Try using macoS after getting used to Gnome or KDE or even windows… it feels as if just normal desktop usage has the same crap design it has had since the 90s. With no options to fix it.
I beg to disagree on that.
What made KDE4 unusable where overly ambitious technical decisions that stretched their development team too thin, and resulting in a unstable platform, whose applications and desktop shell crashed every 5 minutes.
GNOME 3 didn’t had that problem. What made it unusable where UI and usability choices that they began to review later on.
CapEnt,
That’s curious, do you still think it’s unusable?
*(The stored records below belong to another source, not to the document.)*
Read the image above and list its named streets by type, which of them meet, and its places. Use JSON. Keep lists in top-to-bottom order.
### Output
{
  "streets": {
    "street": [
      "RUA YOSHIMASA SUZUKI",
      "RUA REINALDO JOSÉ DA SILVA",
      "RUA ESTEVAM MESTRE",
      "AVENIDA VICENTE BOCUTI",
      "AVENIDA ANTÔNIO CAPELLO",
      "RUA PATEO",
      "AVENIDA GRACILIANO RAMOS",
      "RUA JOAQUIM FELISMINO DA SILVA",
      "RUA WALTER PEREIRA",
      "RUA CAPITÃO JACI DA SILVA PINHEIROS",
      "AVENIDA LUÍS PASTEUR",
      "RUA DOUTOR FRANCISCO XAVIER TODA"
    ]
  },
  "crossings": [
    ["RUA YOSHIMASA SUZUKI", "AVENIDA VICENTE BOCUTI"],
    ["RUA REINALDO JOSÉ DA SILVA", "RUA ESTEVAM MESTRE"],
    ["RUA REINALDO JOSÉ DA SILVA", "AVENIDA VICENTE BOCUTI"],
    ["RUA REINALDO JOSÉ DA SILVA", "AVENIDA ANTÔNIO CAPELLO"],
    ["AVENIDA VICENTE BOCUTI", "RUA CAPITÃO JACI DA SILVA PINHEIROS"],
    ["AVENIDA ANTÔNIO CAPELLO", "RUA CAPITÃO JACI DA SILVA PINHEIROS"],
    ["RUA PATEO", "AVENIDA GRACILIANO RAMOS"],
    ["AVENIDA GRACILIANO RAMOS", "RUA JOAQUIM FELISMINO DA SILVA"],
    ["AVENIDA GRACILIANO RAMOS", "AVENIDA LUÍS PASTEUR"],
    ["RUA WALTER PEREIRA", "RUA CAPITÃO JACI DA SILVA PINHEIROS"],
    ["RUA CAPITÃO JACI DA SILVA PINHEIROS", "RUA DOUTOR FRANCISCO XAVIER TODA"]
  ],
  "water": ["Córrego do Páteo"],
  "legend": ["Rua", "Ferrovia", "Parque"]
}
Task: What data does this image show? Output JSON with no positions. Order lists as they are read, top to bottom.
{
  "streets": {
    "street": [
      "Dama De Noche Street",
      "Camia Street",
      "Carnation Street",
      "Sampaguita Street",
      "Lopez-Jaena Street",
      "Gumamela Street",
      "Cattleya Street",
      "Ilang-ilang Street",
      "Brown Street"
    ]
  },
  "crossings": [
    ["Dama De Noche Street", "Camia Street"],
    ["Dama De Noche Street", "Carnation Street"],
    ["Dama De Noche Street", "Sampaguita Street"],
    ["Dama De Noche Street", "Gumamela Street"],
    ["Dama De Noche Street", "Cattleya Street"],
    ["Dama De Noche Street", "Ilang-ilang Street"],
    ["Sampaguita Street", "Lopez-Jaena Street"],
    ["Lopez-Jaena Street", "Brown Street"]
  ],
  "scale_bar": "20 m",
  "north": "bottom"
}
I haven’t experienced those crashes and am fairly happy with it.
I didn’t like it when it came out, but I need to try it again to see if things got better.
No, indeed, I’m a happy KDE Plasma 5.24.4 user today.
But migrating from KDE3 to KDE4 was kind of a shock. It was so bad is so many ways, in particular the change for the feature complete Konqueror to the striped down Dolphin and the crashes… crashes everywhere, that I could not bear to use it for productive work. I was already using Linux as daily driver and doing productive work on it, and it crippled me.
I went to GNOME 2, and when GNOME 3 where released, I went to Cinnamon. I revisited KDE again only around 2015.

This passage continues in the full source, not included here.